Detection of Antibodies against Feline Morbillivirus by Recombinant Matrix Enzyme-Linked Immunosorbent Assay

被引:1
作者
Chaiyasak, Surangkanang [1 ,2 ]
Piewbang, Chutchai [1 ,3 ]
Ratthanophart, Jadsada [4 ]
Techakriengkrai, Navapon [5 ]
Rattanaporn, Kittipong [6 ]
Techangamsuwan, Somporn [1 ,3 ]
机构
[1] Chulalongkorn Univ, Fac Vet Sci, Dept Pathol, Bangkok 10330, Thailand
[2] Mahasarakham Univ, Fac Vet Sci, Vet Infect Dis Res Unit, Maha Sarakham 44000, Thailand
[3] Chulalongkorn Univ, Fac Vet Sci, Anim Virome & Diagnost Dev Res Unit, Bangkok 10330, Thailand
[4] Natl Inst Anim Hlth, Dept Livestock Dev, Bangkok 10900, Thailand
[5] Chulalongkorn Univ, Fac Vet Sci, Dept Vet Microbiol, Bangkok 10330, Thailand
[6] Kasetsart Univ, Fac Agroind, Dept Biotechnol, Bangkok 10900, Thailand
来源
VIRUSES-BASEL | 2024年 / 16卷 / 08期
关键词
feline morbillivirus; indirect ELISA; recombinant matrix protein; Western blot analysis; DOMESTIC CATS; INFECTION;
D O I
10.3390/v16081339
中图分类号
Q93 [微生物学];
学科分类号
071005 ; 100705 ;
摘要
Feline morbillivirus (FeMV) has been associated with feline health, although its exact role in pathogenesis is still debated.
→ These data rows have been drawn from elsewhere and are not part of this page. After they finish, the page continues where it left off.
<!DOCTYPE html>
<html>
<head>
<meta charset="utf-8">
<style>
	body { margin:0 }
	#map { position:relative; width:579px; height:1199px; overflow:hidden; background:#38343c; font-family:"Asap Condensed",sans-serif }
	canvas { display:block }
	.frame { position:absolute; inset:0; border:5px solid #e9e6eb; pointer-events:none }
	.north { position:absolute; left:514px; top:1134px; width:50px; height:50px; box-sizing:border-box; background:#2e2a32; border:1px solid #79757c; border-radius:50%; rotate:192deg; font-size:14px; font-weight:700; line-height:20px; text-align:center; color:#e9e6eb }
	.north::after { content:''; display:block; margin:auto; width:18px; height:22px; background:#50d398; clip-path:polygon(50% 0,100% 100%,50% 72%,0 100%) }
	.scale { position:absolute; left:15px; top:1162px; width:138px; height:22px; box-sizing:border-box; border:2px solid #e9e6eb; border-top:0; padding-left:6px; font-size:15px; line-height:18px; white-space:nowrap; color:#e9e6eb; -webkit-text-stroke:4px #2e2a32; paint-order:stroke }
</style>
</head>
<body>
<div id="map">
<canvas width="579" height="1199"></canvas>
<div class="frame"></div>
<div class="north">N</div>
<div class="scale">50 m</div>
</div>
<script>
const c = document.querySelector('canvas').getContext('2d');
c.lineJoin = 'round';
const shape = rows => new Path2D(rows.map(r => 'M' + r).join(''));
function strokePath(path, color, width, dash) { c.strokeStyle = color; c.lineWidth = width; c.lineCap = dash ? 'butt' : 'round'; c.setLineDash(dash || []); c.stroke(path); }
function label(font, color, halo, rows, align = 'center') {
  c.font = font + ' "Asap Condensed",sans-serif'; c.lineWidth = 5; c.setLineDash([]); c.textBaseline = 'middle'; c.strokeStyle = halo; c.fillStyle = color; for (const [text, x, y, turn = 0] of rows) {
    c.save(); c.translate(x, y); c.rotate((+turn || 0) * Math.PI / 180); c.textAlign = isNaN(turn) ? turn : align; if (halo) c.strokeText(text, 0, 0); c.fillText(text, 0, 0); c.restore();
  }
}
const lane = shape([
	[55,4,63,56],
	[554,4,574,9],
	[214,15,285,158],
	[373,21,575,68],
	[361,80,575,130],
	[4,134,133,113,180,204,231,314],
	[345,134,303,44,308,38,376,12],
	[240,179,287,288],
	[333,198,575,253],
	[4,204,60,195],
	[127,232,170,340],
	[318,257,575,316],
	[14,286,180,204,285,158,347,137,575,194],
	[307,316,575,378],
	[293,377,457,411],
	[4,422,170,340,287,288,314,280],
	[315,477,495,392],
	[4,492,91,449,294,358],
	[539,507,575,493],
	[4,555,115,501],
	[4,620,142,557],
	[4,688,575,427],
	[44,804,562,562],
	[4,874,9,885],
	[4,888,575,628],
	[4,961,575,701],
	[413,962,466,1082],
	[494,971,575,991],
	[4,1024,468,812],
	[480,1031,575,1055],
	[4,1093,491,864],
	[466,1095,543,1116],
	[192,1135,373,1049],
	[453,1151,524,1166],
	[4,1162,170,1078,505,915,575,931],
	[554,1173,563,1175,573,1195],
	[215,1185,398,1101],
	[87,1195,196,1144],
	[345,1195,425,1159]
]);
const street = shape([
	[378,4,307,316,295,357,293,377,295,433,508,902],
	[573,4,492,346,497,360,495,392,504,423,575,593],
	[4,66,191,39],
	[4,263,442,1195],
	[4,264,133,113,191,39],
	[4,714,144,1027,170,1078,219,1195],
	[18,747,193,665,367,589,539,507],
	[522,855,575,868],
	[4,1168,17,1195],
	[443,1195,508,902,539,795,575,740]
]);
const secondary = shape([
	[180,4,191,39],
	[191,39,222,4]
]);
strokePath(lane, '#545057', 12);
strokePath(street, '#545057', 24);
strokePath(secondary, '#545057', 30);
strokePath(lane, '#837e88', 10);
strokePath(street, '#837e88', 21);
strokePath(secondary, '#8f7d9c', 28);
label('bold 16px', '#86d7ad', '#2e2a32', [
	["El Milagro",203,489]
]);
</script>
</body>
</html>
In this study, an indirect enzyme-linked immunosorbent assay (i-ELISA) targeting a recombinant matrix protein of FeMV (rFeMV-M) was developed and assessed in comparison to a Western blotting (WB) assay. The i-ELISA was evaluated using blood samples from 136 cats that were additionally tested with real-time reverse-transcription PCR (RT-qPCR). The i-ELISA exhibited a sensitivity of 90.1%, specificity of 75.6%, positive predictive value of 88.2%, and negative predictive value of 79.1%. The agreement between i-ELISA and WB analyses was substantial (a kappa coefficient of 0.664 with a 95% confidence interval of 0.529 to 0.799). Within the study group, 68.4% (93/136) of the cats were serologically positive in the i-ELISA and 66.9% (91/136) in the WB assay, with 11.8% (11/93) of false positivity with the i-ELISA. However, only 8.1% (11/136) of the cats tested positive for FeMV using RT-qPCR (p < 0.001). The developed i-ELISA proved effective in identifying FeMV-infected cats and indicated the prevalence of FeMV exposure. Combining FeMV antibody detection through i-ELISA with FeMV RT-qPCR could offer a comprehensive method to determine and monitor FeMV infection status. Nevertheless, this assay still requires refinement due to a significant number of false positive results, which can lead to the misdiagnosis of cats without antibodies as having antibodies. This study also provided the first evidence of seroprevalence against FeMV among cat populations in Thailand, contributing valuable insights into the geographic distribution and prevalence of this virus.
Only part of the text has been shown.